### Information provided
++++++++

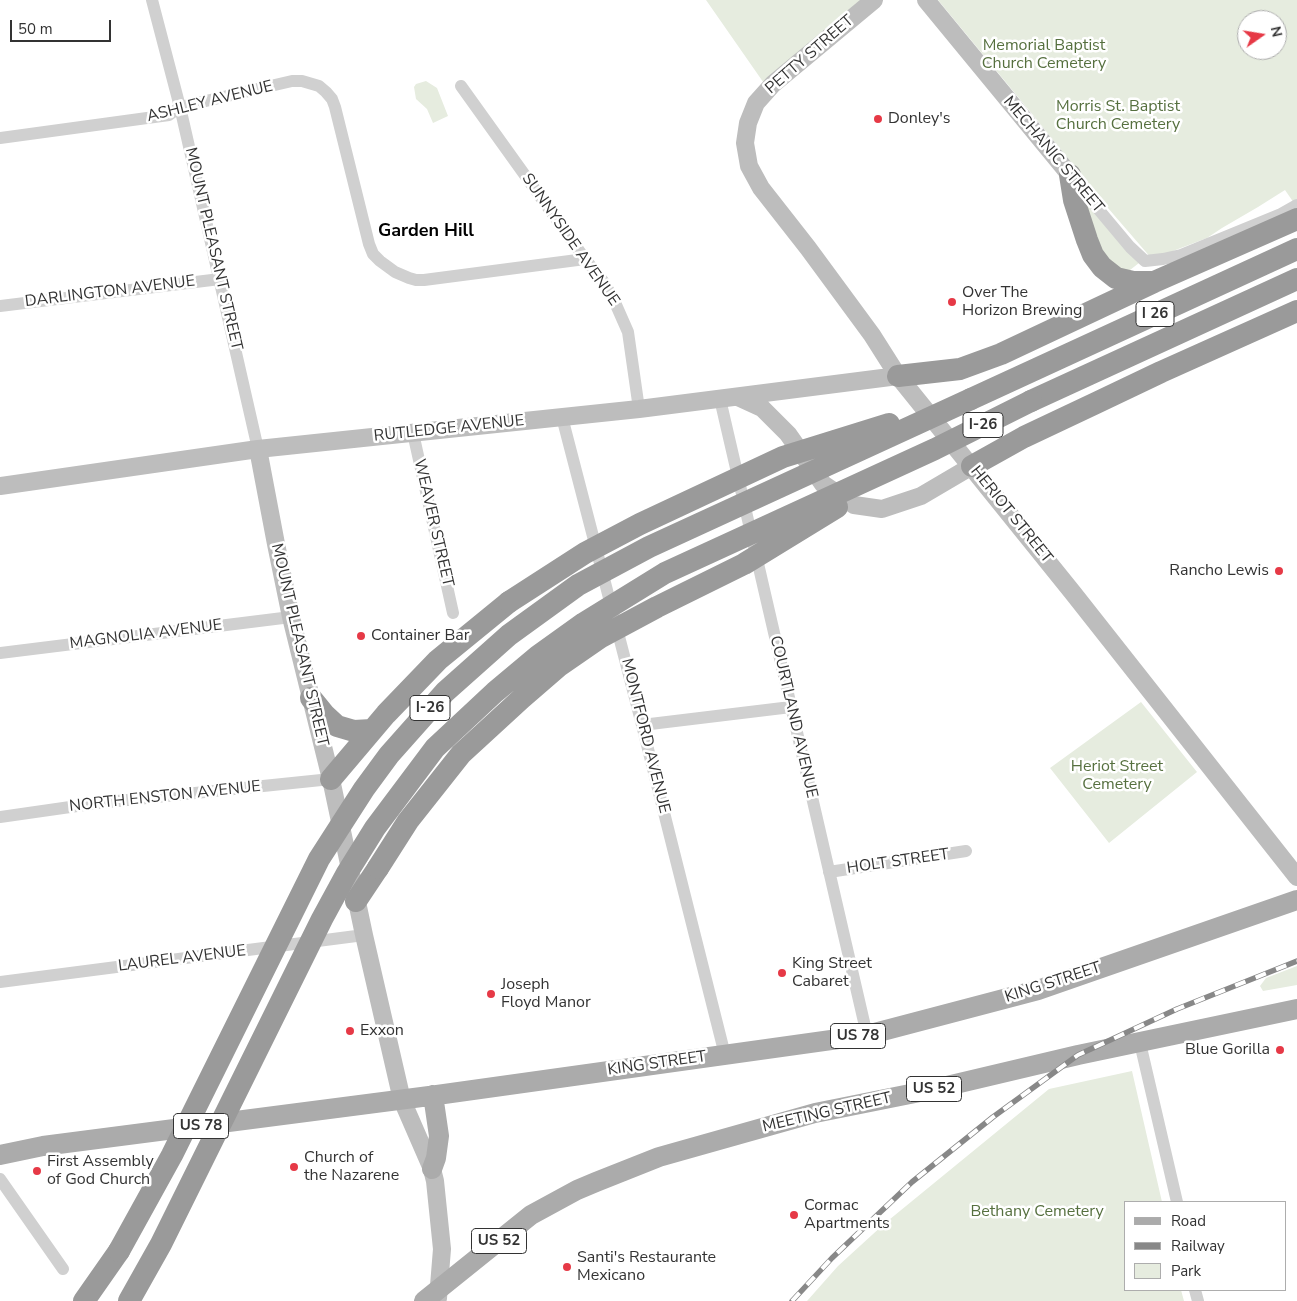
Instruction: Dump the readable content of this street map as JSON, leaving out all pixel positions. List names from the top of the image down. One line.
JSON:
{"streets":{"highway":["I 26","I-26"],"main road":["PETTY STREET","MECHANIC STREET","MOUNT PLEASANT STREET","RUTLEDGE AVENUE","HERIOT STREET","KING STREET","US 78","US 52","MEETING STREET"],"street":["ASHLEY AVENUE","SUNNYSIDE AVENUE","DARLINGTON AVENUE","WEAVER STREET","MAGNOLIA AVENUE","COURTLAND AVENUE","MONTFORD AVENUE","NORTH ENSTON AVENUE","HOLT STREET","LAUREL AVENUE"]},"crossings":[["PETTY STREET","HERIOT STREET"],["ASHLEY AVENUE","SUNNYSIDE AVENUE"],["ASHLEY AVENUE","MOUNT PLEASANT STREET"],["SUNNYSIDE AVENUE","RUTLEDGE AVENUE"],["MOUNT PLEASANT STREET","DARLINGTON AVENUE"],["MOUNT PLEASANT STREET","RUTLEDGE AVENUE"],["MOUNT PLEASANT STREET","MAGNOLIA AVENUE"],["MOUNT PLEASANT STREET","NORTH ENSTON AVENUE"],["MOUNT PLEASANT STREET","LAUREL AVENUE"],["MOUNT PLEASANT STREET","KING STREET"],["MOUNT PLEASANT STREET","MEETING STREET"],["I 26","I-26"],["RUTLEDGE AVENUE","HERIOT STREET"],["RUTLEDGE AVENUE","WEAVER STREET"],["RUTLEDGE AVENUE","COURTLAND AVENUE"],["RUTLEDGE AVENUE","MONTFORD AVENUE"],["COURTLAND AVENUE","HOLT STREET"],["COURTLAND AVENUE","KING STREET"],["MONTFORD AVENUE","KING STREET"]],"districts":["Garden Hill"],"parks":["Memorial Baptist Church Cemetery","Morris St. Baptist Church Cemetery","Heriot Street Cemetery","Bethany Cemetery"],"places":["Donley's","Over The Horizon Brewing","Rancho Lewis","Container Bar","King Street Cabaret","Joseph Floyd Manor","Exxon","Blue Gorilla","Church of the Nazarene","First Assembly of God Church","Cormac Apartments","Santi's Restaurante Mexicano"],"legend":["Road","Railway","Park"],"scale_bar":"50 m","north":"right"}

++++++++

### Exercise
When the word "JSON" occurs in a line above, list that line.

### Answer to this task
Instruction: Dump the readable content of this street map as JSON, leaving out all pixel positions. List names from the top of the image down. One line.
JSON:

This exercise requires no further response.